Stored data
= = =

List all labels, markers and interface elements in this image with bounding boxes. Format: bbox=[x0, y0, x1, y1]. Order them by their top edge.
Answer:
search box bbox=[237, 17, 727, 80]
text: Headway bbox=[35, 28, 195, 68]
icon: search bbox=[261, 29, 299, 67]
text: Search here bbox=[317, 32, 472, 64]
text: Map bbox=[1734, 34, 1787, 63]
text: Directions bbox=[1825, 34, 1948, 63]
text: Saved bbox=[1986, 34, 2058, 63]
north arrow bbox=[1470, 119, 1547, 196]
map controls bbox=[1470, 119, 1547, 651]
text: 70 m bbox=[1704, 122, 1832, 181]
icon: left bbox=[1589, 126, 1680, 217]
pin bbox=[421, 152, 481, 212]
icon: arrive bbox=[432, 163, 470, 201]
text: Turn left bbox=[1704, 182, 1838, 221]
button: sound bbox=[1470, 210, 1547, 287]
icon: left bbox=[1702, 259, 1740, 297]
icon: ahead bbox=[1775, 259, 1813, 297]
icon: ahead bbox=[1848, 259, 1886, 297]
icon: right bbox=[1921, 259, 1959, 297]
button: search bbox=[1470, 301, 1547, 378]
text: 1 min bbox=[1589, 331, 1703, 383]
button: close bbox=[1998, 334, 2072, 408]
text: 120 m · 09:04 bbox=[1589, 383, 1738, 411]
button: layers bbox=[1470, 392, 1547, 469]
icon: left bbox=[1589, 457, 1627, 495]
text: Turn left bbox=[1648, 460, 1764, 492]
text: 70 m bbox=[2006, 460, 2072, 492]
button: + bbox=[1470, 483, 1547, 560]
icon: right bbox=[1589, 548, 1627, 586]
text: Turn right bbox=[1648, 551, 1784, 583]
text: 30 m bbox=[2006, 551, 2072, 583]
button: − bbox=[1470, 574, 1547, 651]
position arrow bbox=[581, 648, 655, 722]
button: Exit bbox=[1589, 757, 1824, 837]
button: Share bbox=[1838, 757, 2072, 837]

= = =

**THE PROBLEM:**
For every line above that includes the string "Turn", copy the line.

**RESPONSE AREA:**
text: Turn left bbox=[1704, 182, 1838, 221]
text: Turn left bbox=[1648, 460, 1764, 492]
text: Turn right bbox=[1648, 551, 1784, 583]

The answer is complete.